**The problem:** Could you retype, exactly and with no pictures, only the lines from the first line of the records below through the line that contains "context.setLineDash(dash || []);"?

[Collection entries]
:::::

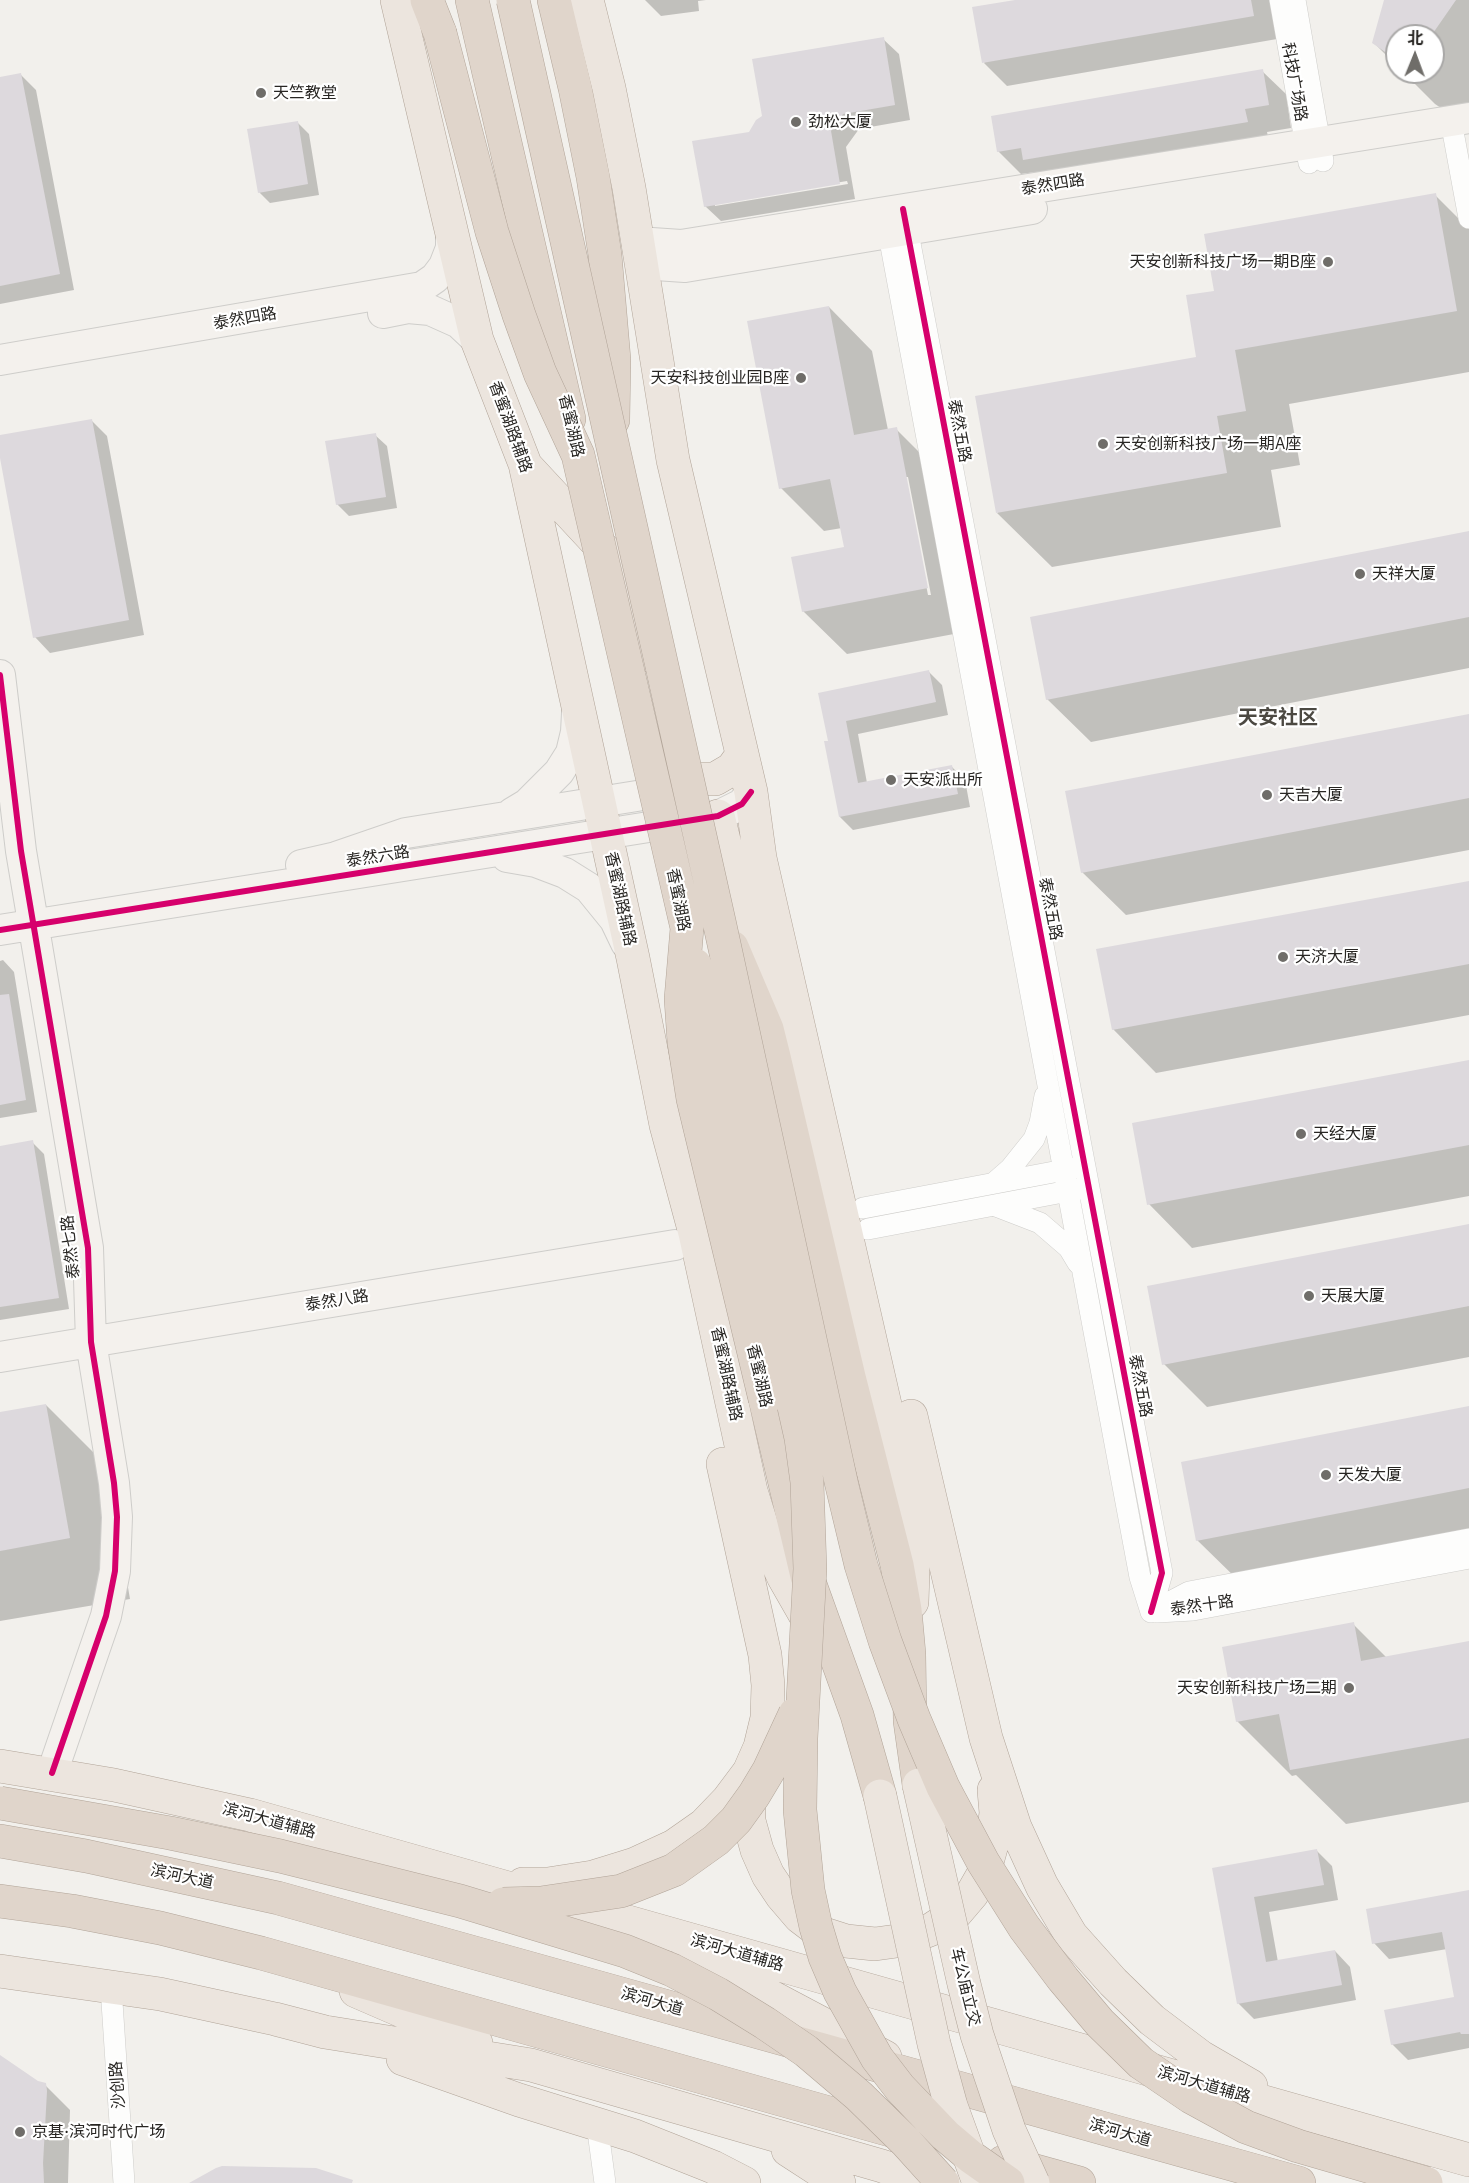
<!DOCTYPE html>
<html>
<head>
<meta charset="utf-8">
<style>
  body { margin:0 }
  #map { position:relative; width:1469px; height:2183px; overflow:hidden; background:#f2f0ec; font-family:"IBM Plex Sans","Noto Sans SC",sans-serif }
  canvas { display:block }
  .north { position:absolute; left:1385px; top:24px; width:60px; height:60px; box-sizing:border-box; background:#fff; border:2px solid #a9a8a7; border-radius:50%; rotate:1deg; font-size:16px; font-weight:700; line-height:24px; text-align:center; color:#282623 }
  .north::after { content:''; display:block; margin:auto; width:21px; height:27px; background:#6f6d69; clip-path:polygon(50% 0,100% 100%,50% 72%,0 100%) }
</style>
</head>
<body>
<div id="map">
<canvas width="1469" height="2183"></canvas>
<div class="north">北</div>
</div>
<script>
const context = document.querySelector('canvas').getContext('2d');
context.lineJoin = 'round';
function fillPath(path, color) {
  context.fillStyle = color;
  context.fill(path, 'evenodd');
}
function toPath(rows) {
  const path = new Path2D();
  for (const r of rows) {
    path.moveTo(r[0], r[1]);
    for (let i = 2; i < r.length; i += 2) path.lineTo(r[i], r[i + 1]);
  }
  return path;
}
function stroke(path, color, width, dash) {
  context.strokeStyle = color;
  context.lineWidth = width;
  context.lineCap = dash ? 'butt' : 'round';
  context.setLineDash(dash || []);
  context.stroke(path);
}
function label(font, color, halo, rows, align = 'center') {
  context.font = font + ' "IBM Plex Sans","Noto Sans SC",sans-serif';
  context.lineWidth = 4.5;
  context.setLineDash([]);
  context.textBaseline = 'middle';
  context.strokeStyle = halo;
  context.fillStyle = color;
  for (const [text, x, y, turn = 0] of rows) {
    context.save();
    context.translate(x, y);
    context.rotate((+turn || 0) * Math.PI / 180);
    context.textAlign = isNaN(turn) ? turn : align;
    if (halo) context.strokeText(text, 0, 0);
    context.fillText(text, 0, 0);
    context.restore();
  }
}
fillPath(toPath([
  [645,0,706,0,698,1,699,11,661,16],
  [1024,0,1270,0,1277,39,1007,86,984,63],
  [1387,0,1469,0,1469,119,1465,124,1435,104,1403,72,1433,72,1433,36,1397,36,1397,66,1374,43],
  [883,39,899,54,910,120,859,129,846,147,855,199,721,221,705,206],
  [847,181,848,184,715,206,715,203],
  [1262,71,1286,94,1291,128,1267,132,1270,145,1047,183,1036,172,1021,174,998,151],
  [21,75,36,90,74,290,0,304,0,79],
  [297,122,309,134,319,195,270,203,259,192],
  [1435,195,1469,229,1469,372,1289,404,1300,465,1271,470,1281,527,1052,567,997,513,1198,358,1216,292],
  [829,307,872,351,888,430,896,429,939,472,970,631,847,654,803,611,846,548,842,528,824,531,781,488],
  [905,477,908,477,931,595,928,595],
  [91,420,107,436,144,635,50,653,35,637,0,450,0,437],
  [375,435,387,446,397,508,349,516,337,504],
  [1469,533,1469,668,1091,742,1047,699],
  [929,672,942,685,948,715,858,734,867,783,952,767,965,780,970,807,853,830,840,817,829,742,820,695],
  [1469,716,1469,850,1126,915,1082,872],
  [1469,882,1469,1015,1156,1073,1113,1029],
  [3,960,14,972,37,1112,0,1118,0,961],
  [1469,1061,1469,1196,1192,1248,1149,1204],
  [32,1142,44,1154,69,1309,0,1320,0,1147],
  [1469,1226,1469,1357,1207,1407,1164,1364],
  [46,1405,107,1466,130,1599,0,1621,0,1413],
  [1469,1408,1469,1539,1241,1583,1197,1540],
  [1353,1624,1387,1658,1469,1643,1469,1802,1346,1824,1296,1775,1292,1776,1237,1721],
  [1317,1851,1332,1866,1338,1900,1269,1912,1278,1962,1335,1951,1350,1967,1356,2000,1254,2019,1238,2003,1214,1869],
  [1469,1892,1469,2048,1408,2060,1392,2044,1456,1998,1447,1949,1389,1959,1374,1943],
  [0,2058,38,2083,45,2085,70,2110,68,2183,0,2183]
]), '#0003');
fillPath(toPath([
  [1015,0,1251,0,1254,16,982,63,972,7],
  [1384,0,1456,0,1431,36,1397,36,1397,60,1372,43],
  [884,37,895,105,843,114,831,131,840,184,704,207,692,141,749,132,756,120,762,116,752,59],
  [1263,69,1269,105,1245,109,1248,122,1023,160,1021,148,997,152,991,116],
  [21,73,60,274,0,286,0,77],
  [298,121,308,184,258,193,247,129],
  [1436,193,1457,311,1235,350,1246,411,1217,416,1227,473,996,513,975,396,1196,357,1186,295,1214,291,1204,234],
  [829,306,854,435,897,427,928,588,802,612,791,557,844,547,830,479,779,489,747,321],
  [92,419,129,620,33,638,0,458,0,435],
  [376,433,386,497,336,505,325,441],
  [1469,531,1469,617,1046,700,1030,617],
  [929,670,936,702,846,721,858,783,952,765,958,794,839,817,824,741,828,741,818,693],
  [1469,714,1469,798,1081,873,1065,791],
  [1469,881,1469,964,1112,1030,1096,949],
  [9,994,26,1100,0,1105,0,995],
  [1469,1060,1469,1145,1147,1205,1132,1123],
  [33,1140,59,1298,0,1307,0,1146],
  [1469,1224,1469,1306,1162,1365,1147,1286],
  [46,1404,70,1538,0,1551,0,1412],
  [1469,1406,1469,1488,1196,1541,1181,1462],
  [1354,1622,1361,1661,1469,1641,1469,1738,1290,1770,1279,1714,1236,1722,1222,1647],
  [1317,1849,1324,1885,1254,1897,1266,1962,1335,1950,1342,1985,1237,2004,1212,1868],
  [1469,1890,1469,2034,1461,2034,1460,2032,1391,2045,1384,2010,1454,1997,1442,1932,1372,1944,1366,1909],
  [0,2055,38,2081,46,2083,47,2091,43,2163,44,2183,0,2183],
  [222,2166,316,2168,353,2180,352,2183,189,2183,216,2168]
]), '#ddd9dd');
const street = toPath([
  [1280,0,1309,163],
  [1295,0,1323,161],
  [1451,121,1469,218],
  [905,217,1162,1573,1151,1612],
  [886,219,1140,1577,1151,1612],
  [994,1183,1010,1169,1034,1139,1040,1123,1045,1096],
  [996,1206,1040,1223,1069,1248,1078,1263],
  [863,1208,1075,1168],
  [868,1229,1079,1189],
  [1151,1612,1189,1592,1469,1539],
  [1157,1612,1193,1610,1469,1558],
  [111,1987,124,2183],
  [597,2124,605,2183]
]);
const secondary = toPath([
  [637,242,681,245,1469,118],
  [641,264,685,267,1032,209],
  [383,313,408,308,430,310,459,323,477,340],
  [0,360,422,287,435,278,444,266,451,248,451,230],
  [0,675,21,851,88,1248,91,1342,114,1483,117,1517,115,1571,106,1616,52,1773],
  [512,813,527,804,559,772,571,753,576,732,577,713],
  [507,857,536,862,565,873,589,888,615,920,626,943],
  [301,865,336,857,406,833,668,791,679,791],
  [0,930,718,816,742,804,751,792],
  [0,1357,675,1245]
]);
const primary = toPath([
  [397,0,477,340,525,464,633,958,666,1125,695,1233,751,1491,764,1533,783,1576,815,1632],
  [587,0,609,88,629,188,673,460,751,792,760,858,905,1492,911,1532,913,1572,912,1602],
  [526,466,604,550,621,576,636,619,643,655],
  [667,757,674,769,695,779,715,779,732,769,742,755],
  [718,816,746,931,754,952,769,976,776,1004],
  [911,1416,986,1738,1015,1827,1042,1886,1071,1935,1113,1982,1152,2020,1201,2057,1251,2086],
  [0,1766,114,1785,250,1815,1469,2160],
  [748,1782,749,1821,757,1850,768,1875,782,1896,800,1917,821,1933,846,1941,875,1944,904,1940,932,1929,955,1914,972,1894,984,1873,992,1844,996,1813,994,1790],
  [523,1884,548,1884,593,1877,635,1864,674,1846,704,1825,728,1800,749,1772,760,1747,767,1718,768,1685,765,1655,723,1464],
  [689,1953,885,2057],
  [0,1971,160,1994,275,2019,325,2032,531,2065,882,2166,931,2183],
  [356,1991,476,2043],
  [403,2059,519,2100,635,2136,713,2167,744,2183],
  [788,2150,839,2183]
]);
const highway = toPath([
  [427,0,440,33],
  [472,0,569,419],
  [554,0,575,88,593,177,605,255,614,360,613,420],
  [732,947,767,1029,774,1057,849,1377,897,1565,905,1610,909,1654,910,1721,919,1785],
  [765,1399,807,1576,857,1715,880,1796],
  [0,1841,86,1856,278,1898,1299,2183],
  [0,1901,72,1911,160,1928,261,1953,904,2134],
  [1003,2162,1079,2183]
]);
stroke(street, '#cecdca', 22);
stroke(secondary, '#cecdca', 32);
stroke(primary, '#b1a498', 34);
stroke(highway, '#b1a498', 34);
stroke(street, '#fdfdfc', 21);
stroke(secondary, '#f4f1ed', 30);
stroke(primary, '#ece5de', 33);
stroke(highway, '#e0d5cb', 33);
const primaryBridge = toPath([
  [919,1785,964,1984,977,2035,1009,2130,1033,2183],
  [880,1796,934,2044,951,2106,979,2183]
]);
const highwayBridge = toPath([
  [513,0,719,921,842,1486,861,1565,885,1641,914,1719,943,1787,983,1862,1024,1927,1063,1979,1100,2023,1141,2063,1191,2097,1246,2127,1298,2146,1426,2183],
  [440,33,492,232,519,315,540,373,578,455,687,928,681,999,684,1042,693,1099,765,1399],
  [695,965,801,1438,807,1482,810,1569,801,1738,800,1810,808,1890,816,1927,825,1957,840,1992,877,2058,900,2088,945,2135,971,2157,1008,2183],
  [0,1803,170,1833,280,1856,460,1901,625,1951,672,1970,718,1994,765,2023,806,2051,859,2096,906,2142,943,2183],
  [503,1904,541,1903,621,1891,674,1870,716,1840,736,1820,754,1795,769,1770,795,1714]
]);
stroke(primaryBridge, '#b1a498', 34, []);
stroke(highwayBridge, '#b1a498', 34, []);
stroke(primaryBridge, '#ece5de', 33);
stroke(highwayBridge, '#e0d5cb', 33);
stroke(toPath([
  [903,209,1162,1573,1151,1612],
  [0,675,21,851,88,1248,91,1342,114,1483,117,1517,115,1571,106,1616,52,1773],
  [0,930,718,816,742,804,751,792]
]), '#d6006c', 6);
for (const [x, y, r, color] of [
  [261,93,6,"#6f6d69"],
  [796,122,6,"#6f6d69"],
  [1328,262,6,"#6f6d69"],
  [801,378,6,"#6f6d69"],
  [1103,444,6,"#6f6d69"],
  [1360,574,6,"#6f6d69"],
  [891,780,6,"#6f6d69"],
  [1267,795,6,"#6f6d69"],
  [1283,957,6,"#6f6d69"],
  [1301,1134,6,"#6f6d69"],
  [1309,1296,6,"#6f6d69"],
  [1326,1475,6,"#6f6d69"],
  [1349,1688,6,"#6f6d69"],
  [20,2132,6,"#6f6d69"]
]) {
  const dot = new Path2D();
  dot.arc(x, y, r, 0, 2 * Math.PI);
  context.fillStyle = color;
  context.fill(dot);
  stroke(dot, '#fff', 2);
}
label('16px', '#282623', '#fff', [
  ["科技广场路",1294,82,80],
  ["泰然四路",1053,185,-9],
  ["泰然四路",245,319,-10],
  ["香蜜湖路",571,426,77],
  ["香蜜湖路辅路",510,427,70],
  ["泰然五路",959,431,79],
  ["泰然六路",378,857,-9],
  ["香蜜湖路辅路",620,899,78],
  ["香蜜湖路",678,900,79],
  ["泰然五路",1050,909,79],
  ["泰然七路",71,1247,-96],
  ["泰然八路",337,1301,-9],
  ["香蜜湖路辅路",726,1374,78],
  ["香蜜湖路",759,1376,77],
  ["泰然五路",1140,1386,79],
  ["泰然十路",1202,1606,-8],
  ["滨河大道辅路",269,1821,15],
  ["滨河大道",182,1877,12],
  ["滨河大道辅路",737,1953,16],
  ["车公庙立交",965,1987,76],
  ["滨河大道",652,2002,16],
  ["沙创路",118,2085,-94],
  ["滨河大道辅路",1204,2085,16],
  ["滨河大道",1120,2133,16]
]);
label('16px', '#282623', '#fff', [
  ["天竺教堂",273,93],
  ["劲松大厦",808,122],
  ["天安创新科技广场一期B座",1316,262,"right"],
  ["天安科技创业园B座",789,378,"right"],
  ["天安创新科技广场一期A座",1115,444],
  ["天祥大厦",1372,574],
  ["天安派出所",903,780],
  ["天吉大厦",1279,795],
  ["天济大厦",1295,957],
  ["天经大厦",1313,1134],
  ["天展大厦",1321,1296],
  ["天发大厦",1338,1475],
  ["天安创新科技广场二期",1337,1688,"right"],
  ["京基·滨河时代广场",32,2132]
], 'left');
label('bold 20px', '#4c4942', '#fff', [
  ["天安社区",1278,718]
]);
</script>
</body>
</html>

:::::

**Task output:**
<!DOCTYPE html>
<html>
<head>
<meta charset="utf-8">
<style>
  body { margin:0 }
  #map { position:relative; width:1469px; height:2183px; overflow:hidden; background:#f2f0ec; font-family:"IBM Plex Sans","Noto Sans SC",sans-serif }
  canvas { display:block }
  .north { position:absolute; left:1385px; top:24px; width:60px; height:60px; box-sizing:border-box; background:#fff; border:2px solid #a9a8a7; border-radius:50%; rotate:1deg; font-size:16px; font-weight:700; line-height:24px; text-align:center; color:#282623 }
  .north::after { content:''; display:block; margin:auto; width:21px; height:27px; background:#6f6d69; clip-path:polygon(50% 0,100% 100%,50% 72%,0 100%) }
</style>
</head>
<body>
<div id="map">
<canvas width="1469" height="2183"></canvas>
<div class="north">北</div>
</div>
<script>
const context = document.querySelector('canvas').getContext('2d');
context.lineJoin = 'round';
function fillPath(path, color) {
  context.fillStyle = color;
  context.fill(path, 'evenodd');
}
function toPath(rows) {
  const path = new Path2D();
  for (const r of rows) {
    path.moveTo(r[0], r[1]);
    for (let i = 2; i < r.length; i += 2) path.lineTo(r[i], r[i + 1]);
  }
  return path;
}
function stroke(path, color, width, dash) {
  context.strokeStyle = color;
  context.lineWidth = width;
  context.lineCap = dash ? 'butt' : 'round';
  context.setLineDash(dash || []);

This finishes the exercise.